Commenting on the airlines’ attempts to get cuts in APD, the Aviation Environment Federation says while Government figures suggest that the benefit to the aviation industry as a result of its paying no fuel tax or VAT is around £10 billion a year, APD brings in only £2 billion. The four airlines ‘pleading poverty’, have all recently made millions of pounds in profit.  Ryanair reported a £467 million profit in the  months to Sept 2011. Airlines claim ETS and APD will represent a ‘double counting’ of environmental costs, but APD was never designed as an exclusively environmental tax.

 

Nov 18 2011 (Aviation Environment Federation)

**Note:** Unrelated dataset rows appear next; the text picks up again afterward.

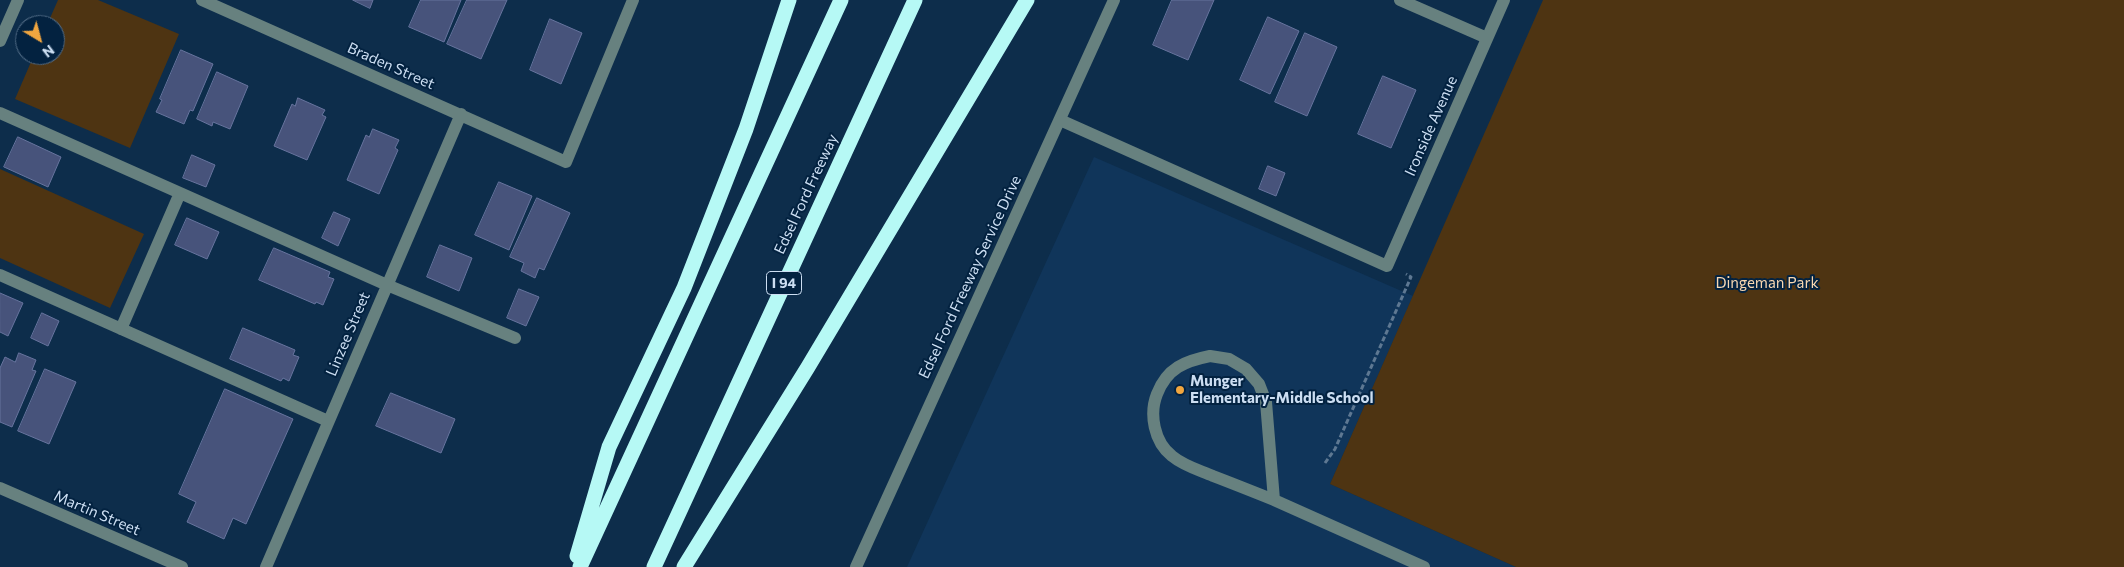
<!DOCTYPE html>
<style>
body{margin:0}
#map{position:relative;width:2124px;height:567px;overflow:hidden;background:#0d2d4b;font-family:Commissioner,sans-serif}
canvas{display:block}
.north{position:absolute;left:15px;top:15px;width:50px;height:50px;box-sizing:border-box;background:#032240;border:1px solid #536d87;border-radius:50%;rotate:143deg;font-size:14px;font-weight:700;line-height:20px;text-align:center;color:#ccdef2}
.north::after{content:'';display:block;margin:auto;width:18px;height:22px;background:#f1a63f;clip-path:polygon(50% 0,100% 100%,50% 72%,0 100%)}
</style>
<div id="map">
<canvas width="2124" height="567"></canvas>
<div class="north">N</div>
</div>
<script>
const c = document.querySelector('canvas').getContext('2d');
c.lineJoin = 'round';
function fillPath(path, color) { c.fillStyle = color; c.fill(path, 'evenodd'); }
function trace(path, color, width, dash) { c.strokeStyle = color; c.lineWidth = width; c.lineCap = dash ? 'butt' : 'round'; c.setLineDash(dash || []); c.stroke(path); }
function drawText(font, color, halo, rows, align = 'center') {
  c.font = font + ' Commissioner,sans-serif'; c.lineWidth = 4; c.setLineDash([]); c.textBaseline = 'middle'; c.strokeStyle = halo; c.fillStyle = color; for (const [text, x, y, turn = 0] of rows) {
    c.save(); c.translate(x, y); c.rotate((+turn || 0) * Math.PI / 180); c.textAlign = isNaN(turn) ? turn : align; if (halo) c.strokeText(text, 0, 0); c.fillText(text, 0, 0); c.restore();
  }
}
const built = new Path2D(`
 M1094 157 1413 296 1330 484 1516 567H907Z`);
const green = new Path2D(`
 M58 0H98L179 34 130 148 15 99 34 55H55V25H47Z
 M1543 0H2124V567H1516L1330 484Z
 M0 169 144 234 110 308 0 258Z`);
const building = new Path2D(`
 M353 0H373L370 8Z
 M421 0H461L444 42 409 27Z
 M467 0H507L481 59 447 44Z
 M1172 0H1214L1188 60 1153 45Z
 M1268 17 1299 31 1270 94 1240 80Z
 M550 19 582 33 561 84 530 70Z
 M1305 33 1337 47 1307 116 1275 102Z
 M181 50 213 64 193 111 190 110 184 124 156 112 162 100 160 99Z
 M217 72 248 86 230 129 213 122 212 126 197 119Z
 M1383 76 1416 90 1391 148 1358 134Z
 M298 98 325 110 322 115 326 117 307 160 274 146 292 104 295 106Z
 M373 129 399 140 395 148 398 150 379 194 347 180 366 135 369 137Z
 M18 137 61 157 48 187 4 167Z
 M192 155 215 165 206 187 183 178Z
 M1268 166 1285 173 1276 196 1259 189Z
 M499 182 532 196 509 250 475 235Z
 M537 198 570 213 544 270 539 268 535 278 521 271 524 263 510 257Z
 M334 212 350 219 338 246 322 238Z
 M187 218 219 232 207 259 175 245Z
 M440 245 472 258 459 291 427 277Z
 M274 248 330 272 328 277 334 279 323 305 316 302 315 304 259 280Z
 M519 289 539 297 526 326 507 318Z
 M0 293 23 303 8 336 0 332Z
 M42 313 59 321 48 346 31 338Z
 M243 328 295 350 293 355 299 357 289 381 283 378 281 381 230 359Z
 M19 353 36 360 32 370 36 371 12 427 0 422V368L5 357 15 362Z
 M45 369 76 382 49 444 18 431Z
 M225 389 293 419 246 524 233 518 224 539 187 522 196 502 179 494Z
 M391 393 455 419 441 453 376 426Z`);
const path = new Path2D(`
 M1325 463 1335 449 1411 277 1406 274`);
const minor = new Path2D(`
 M202 0 566 162 633 0
 M1400 0 1487 38
 M0 41 18 0
 M0 113 387 285 515 338
 M1060 120 1387 266 1504 0
 M0 275 328 421
 M121 329 180 193
 M1210 356 1229 359 1246 369 1259 384 1266 402 1274 500C1254 492 1234 484 1213 476 1199 470 1184 466 1172 456 1154 442 1149 414 1157 394 1167 368 1185 361 1210 356Z
 M0 488 182 567
 M1274 500 1424 567
 M266 567 461 114
 M856 567 1114 0`);
const highway = new Path2D(`
 M577 556 609 447 684 288 746 129 789 0
 M580 567 841 0
 M654 567 915 0
 M684 567 808 367 1027 0`);
const markers = [
 [1180,390,5,"#f1a63f"]
];
const shields = [
 [784,283,35]
];
const shieldNames = [
 ["I 94",784,283]
];
const streetNames = [
 ["Braden Street",391,66,24],
 ["Ironside Avenue",1431,126,-66],
 ["Edsel Ford Freeway",806,194,-65],
 ["Edsel Ford Freeway Service Drive",970,277,-65],
 ["Linzee Street",348,334,-67],
 ["Martin Street",97,513,23]
];
const parkNames = [
 ["Dingeman Park",1767,283]
];
const poiNames = [
 ["Munger",1190,381],
 ["Elementary-Middle School",1190,398]
];
fillPath(built, '#10355a');
fillPath(green, '#4e3412');
fillPath(building, '#47537b');
trace(building, '#67749e', 1);
trace(path, '#5e7892', 3, [5, 2.5]);
trace(minor, '#67817f', 12);
trace(highway, '#b6f9f5', 15);
for (const [x, y, r, color] of markers) { const dot = new Path2D(); dot.arc(x, y, r, 0, 2 * Math.PI); c.fillStyle = color; c.fill(dot); trace(dot, '#032240', 2); }
for (const [x, y, w] of shields) { const box = new Path2D(); box.roundRect(x - w / 2, y - 11.5, w, 23, 4); c.fillStyle = '#032240'; c.fill(box); trace(box, '#ccdef2', 1); }
drawText('bold 14px', '#ccdef2', null, shieldNames);
drawText('15px', '#ccdef2', '#032240', streetNames);
drawText('15px', '#f9d8b1', '#032240', parkNames);
drawText('bold 15px', '#ccdef2', '#032240', poiNames, 'left');
</script>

While both EU and non-EU airlines have been complaining noisily about the modest amount they will be required to pay for emissions permits from 2012 under the EU ETS, four UK and Irish airlines this week had a go at Air Passenger Duty – the only tax in the UK levied on flights.

Ryanair, Easyjet, Virgin Atlantic and British Airways have called for the duty to be scrapped ahead of George Osborne’s statement later this month, in which he is expected to announce APD increases. With public finances stretched, a number of taxes such as VAT have already been increased, while APD rates have so far been frozen.

AEF gave comment to Channel 4 News, noting that while Government figures suggest that the benefit to the aviation industry as a result of its paying no fuel tax or VAT is around £10 billion a year, APD brings in only £2 billion. The four airlines ‘pleading poverty’, notes Channel 4, have all recently made millions of pounds in profit. Budget airline Ryanair, for example, reported a £467 million profit in the six months to September 2011.

Airlines have also claimed that the introduction of EU ETS, assuming it withstands the current battering, will mean that paying any APD will represent a ‘double counting’ of environmental costs. But APD was never designed as an exclusively environmental tax. Suggestions that all APD revenues should be ploughed back into environmental spending are best understood as an attempt to get the Government to spend money on measures that the industry would benefit from and should be funding itself, such as the development of cleaner technology that could cut fuel costs .

With the UK committed to making CO2 cuts of 80% by 2050, it is clearly unacceptable for aviation emissions to continue rising as they have done in the past, so additional environmental policies, such as the EU Emissions Trading System (which will reward airlines that manage to cut their emissions while punishing the most polluting), and specific UK carbon targets for the sector, are essential alongside Air Passenger Duty.